**PROBLEM:** Every record, from first to last, should be written out again exactly.

**Saved data entries:**
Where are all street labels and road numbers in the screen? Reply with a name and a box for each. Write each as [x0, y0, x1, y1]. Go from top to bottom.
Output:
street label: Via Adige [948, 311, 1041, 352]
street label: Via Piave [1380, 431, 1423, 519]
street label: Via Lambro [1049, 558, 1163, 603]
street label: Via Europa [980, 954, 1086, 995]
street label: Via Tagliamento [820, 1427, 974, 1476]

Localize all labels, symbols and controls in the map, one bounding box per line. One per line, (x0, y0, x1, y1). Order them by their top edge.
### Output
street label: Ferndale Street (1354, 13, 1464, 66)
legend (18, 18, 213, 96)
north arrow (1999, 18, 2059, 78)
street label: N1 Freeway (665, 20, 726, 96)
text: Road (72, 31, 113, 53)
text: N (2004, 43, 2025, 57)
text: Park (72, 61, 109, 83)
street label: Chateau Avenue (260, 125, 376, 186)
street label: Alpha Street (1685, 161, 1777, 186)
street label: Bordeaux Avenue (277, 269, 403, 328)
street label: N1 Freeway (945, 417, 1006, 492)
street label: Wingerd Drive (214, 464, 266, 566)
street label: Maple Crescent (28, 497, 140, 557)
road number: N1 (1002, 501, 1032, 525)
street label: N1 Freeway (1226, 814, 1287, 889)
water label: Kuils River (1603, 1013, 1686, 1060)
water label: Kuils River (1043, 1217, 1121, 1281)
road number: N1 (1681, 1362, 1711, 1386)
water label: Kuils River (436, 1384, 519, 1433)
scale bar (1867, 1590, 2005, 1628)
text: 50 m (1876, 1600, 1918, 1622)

**ANSWER TO THIS PROBLEM:**
Where are all street labels and road numbers in the screen? Reply with a name and a box for each. Write each as [x0, y0, x1, y1]. Go from top to bottom.
Output:
street label: Via Adige [948, 311, 1041, 352]
street label: Via Piave [1380, 431, 1423, 519]
street label: Via Lambro [1049, 558, 1163, 603]
street label: Via Europa [980, 954, 1086, 995]
street label: Via Tagliamento [820, 1427, 974, 1476]

Localize all labels, symbols and controls in the map, one bounding box per line. One per line, (x0, y0, x1, y1). Order them by their top edge.
### Output
street label: Ferndale Street (1354, 13, 1464, 66)
legend (18, 18, 213, 96)
north arrow (1999, 18, 2059, 78)
street label: N1 Freeway (665, 20, 726, 96)
text: Road (72, 31, 113, 53)
text: N (2004, 43, 2025, 57)
text: Park (72, 61, 109, 83)
street label: Chateau Avenue (260, 125, 376, 186)
street label: Alpha Street (1685, 161, 1777, 186)
street label: Bordeaux Avenue (277, 269, 403, 328)
street label: N1 Freeway (945, 417, 1006, 492)
street label: Wingerd Drive (214, 464, 266, 566)
street label: Maple Crescent (28, 497, 140, 557)
road number: N1 (1002, 501, 1032, 525)
street label: N1 Freeway (1226, 814, 1287, 889)
water label: Kuils River (1603, 1013, 1686, 1060)
water label: Kuils River (1043, 1217, 1121, 1281)
road number: N1 (1681, 1362, 1711, 1386)
water label: Kuils River (436, 1384, 519, 1433)
scale bar (1867, 1590, 2005, 1628)
text: 50 m (1876, 1600, 1918, 1622)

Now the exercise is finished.